Offline TTS API

Text-to-Speech (TTS) API reference for sherpa-onnx-node.

Source file

scripts/node-addon-api/lib/non-streaming-tts.js

API

OfflineTts

Text-to-Speech engine. Converts text to audio.

Constructor

const tts = new sherpa_onnx.OfflineTts(config);
param config

TTS configuration object (OfflineTtsConfig).

The config object supports:

  • model (object, optional) — Model configuration with one of:

    • vits — VITS model config.

    • matcha — Matcha model config (requires a vocoder).

    • kokoro — Kokoro model config.

    • kitten — Kitten model config.

    • zipvoice — ZipVoice model config (requires a vocoder).

    • pocket — Pocket model config.

  • maxNumSentences (number, optional) — Max sentences to process.

  • silenceScale (number, optional) — Silence scaling factor.

  • numThreads (number, optional) — Number of threads.

  • provider (string, optional) — e.g. 'cpu'.

Static Methods

OfflineTts.createAsync(config)

Create a TTS engine asynchronously (non-blocking).

param config

TTS configuration (OfflineTtsConfig).

returns

A Promise<OfflineTts>.

Methods

tts.generate(obj)

Generate audio synchronously.

param obj

Generation request object with:

  • text (string) — Input text to synthesize.

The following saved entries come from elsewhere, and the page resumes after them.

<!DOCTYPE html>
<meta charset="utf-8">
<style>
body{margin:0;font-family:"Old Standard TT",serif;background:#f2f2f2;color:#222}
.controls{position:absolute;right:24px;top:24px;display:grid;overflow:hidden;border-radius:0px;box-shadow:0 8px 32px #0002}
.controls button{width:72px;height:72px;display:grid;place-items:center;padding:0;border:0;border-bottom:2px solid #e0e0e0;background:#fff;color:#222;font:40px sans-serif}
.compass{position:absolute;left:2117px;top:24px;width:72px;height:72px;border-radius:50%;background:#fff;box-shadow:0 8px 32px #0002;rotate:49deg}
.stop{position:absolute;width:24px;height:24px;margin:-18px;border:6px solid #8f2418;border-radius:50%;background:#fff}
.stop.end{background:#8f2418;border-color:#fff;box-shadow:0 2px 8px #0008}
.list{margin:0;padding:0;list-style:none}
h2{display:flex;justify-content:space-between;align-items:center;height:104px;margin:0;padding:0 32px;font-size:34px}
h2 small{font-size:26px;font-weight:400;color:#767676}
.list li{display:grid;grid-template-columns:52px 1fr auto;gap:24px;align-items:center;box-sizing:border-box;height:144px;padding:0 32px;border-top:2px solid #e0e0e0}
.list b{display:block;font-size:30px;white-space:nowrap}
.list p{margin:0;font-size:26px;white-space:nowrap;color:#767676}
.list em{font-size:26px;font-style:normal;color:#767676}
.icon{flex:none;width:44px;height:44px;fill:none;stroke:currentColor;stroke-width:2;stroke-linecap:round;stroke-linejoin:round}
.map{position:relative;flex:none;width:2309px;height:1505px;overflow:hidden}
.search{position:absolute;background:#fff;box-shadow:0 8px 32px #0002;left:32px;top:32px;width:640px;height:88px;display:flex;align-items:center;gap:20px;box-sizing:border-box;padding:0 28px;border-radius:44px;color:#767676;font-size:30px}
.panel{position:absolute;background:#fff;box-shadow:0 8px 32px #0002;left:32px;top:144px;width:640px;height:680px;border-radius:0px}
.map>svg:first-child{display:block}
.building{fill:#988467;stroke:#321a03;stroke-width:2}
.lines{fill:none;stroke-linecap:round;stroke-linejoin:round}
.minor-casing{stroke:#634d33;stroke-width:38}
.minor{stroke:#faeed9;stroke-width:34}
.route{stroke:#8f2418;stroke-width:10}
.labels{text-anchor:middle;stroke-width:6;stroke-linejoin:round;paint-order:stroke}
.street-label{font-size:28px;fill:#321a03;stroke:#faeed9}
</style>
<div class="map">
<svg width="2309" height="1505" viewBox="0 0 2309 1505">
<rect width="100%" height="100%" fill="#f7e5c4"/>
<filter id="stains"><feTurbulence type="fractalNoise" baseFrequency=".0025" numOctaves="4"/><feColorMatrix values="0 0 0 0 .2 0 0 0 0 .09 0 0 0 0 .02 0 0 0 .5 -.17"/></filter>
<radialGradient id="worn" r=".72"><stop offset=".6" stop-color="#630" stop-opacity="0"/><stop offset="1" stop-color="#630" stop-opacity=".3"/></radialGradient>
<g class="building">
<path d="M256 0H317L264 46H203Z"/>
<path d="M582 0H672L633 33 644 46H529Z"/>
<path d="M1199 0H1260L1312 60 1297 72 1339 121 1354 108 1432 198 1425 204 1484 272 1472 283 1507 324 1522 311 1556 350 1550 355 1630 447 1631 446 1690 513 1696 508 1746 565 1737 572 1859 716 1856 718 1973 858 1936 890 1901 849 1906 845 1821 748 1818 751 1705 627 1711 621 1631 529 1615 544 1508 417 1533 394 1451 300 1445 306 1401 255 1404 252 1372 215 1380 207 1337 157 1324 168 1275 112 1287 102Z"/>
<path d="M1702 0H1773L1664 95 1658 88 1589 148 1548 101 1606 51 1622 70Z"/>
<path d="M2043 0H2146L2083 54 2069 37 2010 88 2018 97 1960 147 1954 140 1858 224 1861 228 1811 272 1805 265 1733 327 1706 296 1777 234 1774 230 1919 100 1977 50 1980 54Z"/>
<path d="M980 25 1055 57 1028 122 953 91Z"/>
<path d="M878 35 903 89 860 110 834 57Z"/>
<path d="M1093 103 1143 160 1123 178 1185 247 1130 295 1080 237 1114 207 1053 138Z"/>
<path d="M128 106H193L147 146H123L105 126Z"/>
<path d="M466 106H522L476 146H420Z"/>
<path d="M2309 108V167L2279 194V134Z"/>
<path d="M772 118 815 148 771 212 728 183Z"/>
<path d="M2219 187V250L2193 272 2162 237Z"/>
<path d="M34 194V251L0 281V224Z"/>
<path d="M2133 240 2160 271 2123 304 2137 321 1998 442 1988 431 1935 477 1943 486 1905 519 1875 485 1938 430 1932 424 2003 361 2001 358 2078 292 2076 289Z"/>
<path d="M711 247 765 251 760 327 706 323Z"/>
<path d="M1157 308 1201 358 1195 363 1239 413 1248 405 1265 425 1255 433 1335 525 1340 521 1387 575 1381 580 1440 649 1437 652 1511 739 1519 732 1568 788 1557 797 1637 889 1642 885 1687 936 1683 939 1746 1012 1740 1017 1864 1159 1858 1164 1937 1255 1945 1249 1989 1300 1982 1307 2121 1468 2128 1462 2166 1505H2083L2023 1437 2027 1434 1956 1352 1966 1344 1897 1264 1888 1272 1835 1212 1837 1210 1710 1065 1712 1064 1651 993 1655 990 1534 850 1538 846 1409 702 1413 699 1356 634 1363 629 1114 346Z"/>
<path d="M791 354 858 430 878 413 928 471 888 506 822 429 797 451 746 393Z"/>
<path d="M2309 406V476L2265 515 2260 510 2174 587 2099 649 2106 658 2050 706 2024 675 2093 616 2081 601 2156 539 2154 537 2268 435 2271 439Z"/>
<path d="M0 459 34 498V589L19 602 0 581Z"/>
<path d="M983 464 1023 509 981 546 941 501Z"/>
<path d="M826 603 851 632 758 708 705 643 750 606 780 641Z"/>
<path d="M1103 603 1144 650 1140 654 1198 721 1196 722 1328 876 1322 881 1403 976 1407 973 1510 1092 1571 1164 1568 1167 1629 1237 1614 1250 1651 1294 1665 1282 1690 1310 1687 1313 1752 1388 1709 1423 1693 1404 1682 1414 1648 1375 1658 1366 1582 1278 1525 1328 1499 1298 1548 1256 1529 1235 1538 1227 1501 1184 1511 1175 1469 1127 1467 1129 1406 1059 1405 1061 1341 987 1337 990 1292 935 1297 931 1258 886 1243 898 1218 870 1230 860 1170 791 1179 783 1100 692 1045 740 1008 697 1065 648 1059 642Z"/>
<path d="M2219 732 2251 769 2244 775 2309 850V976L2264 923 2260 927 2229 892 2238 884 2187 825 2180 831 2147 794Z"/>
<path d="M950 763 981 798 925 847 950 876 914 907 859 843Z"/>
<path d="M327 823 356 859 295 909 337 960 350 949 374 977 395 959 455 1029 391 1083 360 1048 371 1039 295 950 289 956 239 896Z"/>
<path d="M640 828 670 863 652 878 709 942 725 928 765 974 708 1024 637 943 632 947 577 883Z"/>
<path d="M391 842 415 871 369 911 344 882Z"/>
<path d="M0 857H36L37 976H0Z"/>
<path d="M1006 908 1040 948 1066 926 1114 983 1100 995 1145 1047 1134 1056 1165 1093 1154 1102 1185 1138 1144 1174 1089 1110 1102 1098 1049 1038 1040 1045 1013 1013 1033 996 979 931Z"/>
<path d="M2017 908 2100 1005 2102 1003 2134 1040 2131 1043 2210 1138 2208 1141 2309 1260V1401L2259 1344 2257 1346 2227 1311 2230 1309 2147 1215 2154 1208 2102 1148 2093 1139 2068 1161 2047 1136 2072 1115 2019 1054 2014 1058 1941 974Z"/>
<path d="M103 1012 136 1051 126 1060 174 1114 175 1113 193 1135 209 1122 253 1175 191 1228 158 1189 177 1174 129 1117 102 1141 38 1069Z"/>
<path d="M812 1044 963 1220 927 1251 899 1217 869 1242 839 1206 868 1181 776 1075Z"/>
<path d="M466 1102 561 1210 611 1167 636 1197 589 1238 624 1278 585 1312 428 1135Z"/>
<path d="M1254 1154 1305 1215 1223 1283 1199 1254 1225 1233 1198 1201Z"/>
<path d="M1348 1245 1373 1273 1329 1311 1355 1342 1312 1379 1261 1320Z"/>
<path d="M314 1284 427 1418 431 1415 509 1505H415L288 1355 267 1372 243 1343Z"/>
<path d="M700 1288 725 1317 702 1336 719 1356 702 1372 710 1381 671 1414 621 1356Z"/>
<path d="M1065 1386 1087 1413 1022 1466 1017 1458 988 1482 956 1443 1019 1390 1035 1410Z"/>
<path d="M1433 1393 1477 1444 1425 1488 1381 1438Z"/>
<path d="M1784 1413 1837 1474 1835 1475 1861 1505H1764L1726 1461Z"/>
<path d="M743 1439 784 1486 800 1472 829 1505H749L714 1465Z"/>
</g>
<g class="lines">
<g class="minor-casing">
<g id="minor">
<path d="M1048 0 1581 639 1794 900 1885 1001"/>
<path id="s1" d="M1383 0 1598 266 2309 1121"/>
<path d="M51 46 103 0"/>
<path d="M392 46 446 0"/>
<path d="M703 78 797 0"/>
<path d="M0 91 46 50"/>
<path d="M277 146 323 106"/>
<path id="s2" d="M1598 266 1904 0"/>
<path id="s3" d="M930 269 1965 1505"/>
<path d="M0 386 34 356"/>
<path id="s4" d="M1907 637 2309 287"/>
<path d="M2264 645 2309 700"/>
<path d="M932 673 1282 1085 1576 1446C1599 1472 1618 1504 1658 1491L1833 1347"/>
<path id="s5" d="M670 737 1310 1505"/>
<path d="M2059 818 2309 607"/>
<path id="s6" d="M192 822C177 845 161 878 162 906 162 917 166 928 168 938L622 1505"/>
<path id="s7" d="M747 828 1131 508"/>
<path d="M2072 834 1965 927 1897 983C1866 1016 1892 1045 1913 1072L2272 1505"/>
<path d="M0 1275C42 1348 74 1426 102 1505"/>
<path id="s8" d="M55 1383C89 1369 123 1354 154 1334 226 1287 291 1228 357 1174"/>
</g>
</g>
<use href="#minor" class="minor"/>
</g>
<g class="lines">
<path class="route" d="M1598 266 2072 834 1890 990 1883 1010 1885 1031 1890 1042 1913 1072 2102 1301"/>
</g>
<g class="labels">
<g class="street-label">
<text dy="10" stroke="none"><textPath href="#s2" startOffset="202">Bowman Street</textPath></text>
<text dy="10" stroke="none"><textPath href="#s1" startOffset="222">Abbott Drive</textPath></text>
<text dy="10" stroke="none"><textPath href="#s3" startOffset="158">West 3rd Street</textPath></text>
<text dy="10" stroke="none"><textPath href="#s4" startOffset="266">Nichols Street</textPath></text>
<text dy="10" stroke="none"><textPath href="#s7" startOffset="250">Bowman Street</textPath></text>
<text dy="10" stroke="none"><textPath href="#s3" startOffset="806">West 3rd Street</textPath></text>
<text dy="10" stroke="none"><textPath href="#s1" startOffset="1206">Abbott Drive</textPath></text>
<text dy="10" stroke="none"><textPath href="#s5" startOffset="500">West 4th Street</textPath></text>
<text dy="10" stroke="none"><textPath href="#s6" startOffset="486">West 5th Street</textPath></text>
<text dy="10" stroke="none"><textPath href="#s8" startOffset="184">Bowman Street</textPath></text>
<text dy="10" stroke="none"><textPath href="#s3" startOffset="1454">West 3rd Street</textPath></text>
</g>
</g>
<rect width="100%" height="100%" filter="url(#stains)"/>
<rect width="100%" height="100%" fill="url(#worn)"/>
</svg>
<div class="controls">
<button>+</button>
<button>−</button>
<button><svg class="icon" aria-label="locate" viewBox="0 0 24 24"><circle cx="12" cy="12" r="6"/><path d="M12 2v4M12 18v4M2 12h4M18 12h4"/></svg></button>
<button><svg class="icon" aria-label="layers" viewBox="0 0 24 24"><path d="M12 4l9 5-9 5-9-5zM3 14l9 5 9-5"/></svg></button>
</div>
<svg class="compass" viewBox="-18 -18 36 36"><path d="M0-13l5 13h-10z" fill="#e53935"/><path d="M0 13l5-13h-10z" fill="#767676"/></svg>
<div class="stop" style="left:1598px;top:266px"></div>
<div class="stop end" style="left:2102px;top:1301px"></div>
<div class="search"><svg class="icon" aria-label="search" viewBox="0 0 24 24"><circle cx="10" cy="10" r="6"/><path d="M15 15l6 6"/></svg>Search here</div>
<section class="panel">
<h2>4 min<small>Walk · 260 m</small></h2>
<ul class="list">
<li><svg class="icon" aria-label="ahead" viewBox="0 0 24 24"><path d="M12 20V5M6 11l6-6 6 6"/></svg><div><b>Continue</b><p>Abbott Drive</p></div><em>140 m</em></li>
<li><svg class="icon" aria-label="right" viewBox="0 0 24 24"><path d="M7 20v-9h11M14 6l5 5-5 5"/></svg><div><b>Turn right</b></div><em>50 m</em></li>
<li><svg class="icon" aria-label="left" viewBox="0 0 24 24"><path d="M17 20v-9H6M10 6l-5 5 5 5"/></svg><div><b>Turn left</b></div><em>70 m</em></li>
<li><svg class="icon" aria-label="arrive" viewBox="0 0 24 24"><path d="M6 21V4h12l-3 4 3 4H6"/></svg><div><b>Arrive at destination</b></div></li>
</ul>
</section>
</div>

  • sid (number) — Speaker ID.

  • speed (number) — Playback speed (e.g. 1.0).

  • generationConfig (GenerationConfig, optional) — Advanced generation parameters.

returns

A GeneratedAudio object with samples (Float32Array) and sampleRate (number).

tts.generateAsync(obj)

Generate audio asynchronously (non-blocking).

param obj

Same as generate() plus:

  • onProgress (function, optional) — Callback receiving { samples, progress }. Return truthy to continue, falsy to cancel.

returns

A Promise<GeneratedAudio>.

Properties

  • tts.config — The configuration object.

  • tts.numSpeakers — Number of available speakers (number).

  • tts.sampleRate — Output sample rate in Hz (number).

GenerationConfig

Advanced generation parameters for TTS.

Constructor

const genConfig = new sherpa_onnx.GenerationConfig({
  speed: 1.0, sid: 0, numSteps: 5
});

All properties are optional:

  • speed (number) — Playback speed.

  • sid (number) — Speaker ID.

  • numSteps (number) — Number of steps (for flow-matching models).

  • silenceScale (number) — Silence scaling factor.

  • referenceAudio (Float32Array) — Reference audio for voice cloning.

  • referenceSampleRate (number) — Sample rate of the reference audio.

  • referenceText (string) — Transcript of the reference audio.

  • extra (object) — Extra key-value pairs (e.g. { lang: 'en' }).

Example

const sherpa_onnx = require('sherpa-onnx-node');

const tts = new sherpa_onnx.OfflineTts({ /* config */ });
console.log(`Sample rate: ${tts.sampleRate}`);

// Synchronous
const audio = tts.generate({ text: 'Hello world', sid: 0, speed: 1.0 });
sherpa_onnx.writeWave('output.wav', { samples: audio.samples, sampleRate: audio.sampleRate });

// Async with progress
const audio2 = await tts.generateAsync({
  text: 'Hello world', sid: 0, speed: 1.0,
  onProgress: ({ progress }) => { console.log(`${(progress * 100).toFixed(1)}%`); return 1; }
});

Notes

  • Use createAsync() for non-blocking construction in async contexts.

  • The onProgress callback receives streaming audio chunks during generation. Return 0 or false to cancel generation.

  • Matcha and ZipVoice models require a vocoder model (e.g. vocos-22khz-univ.onnx).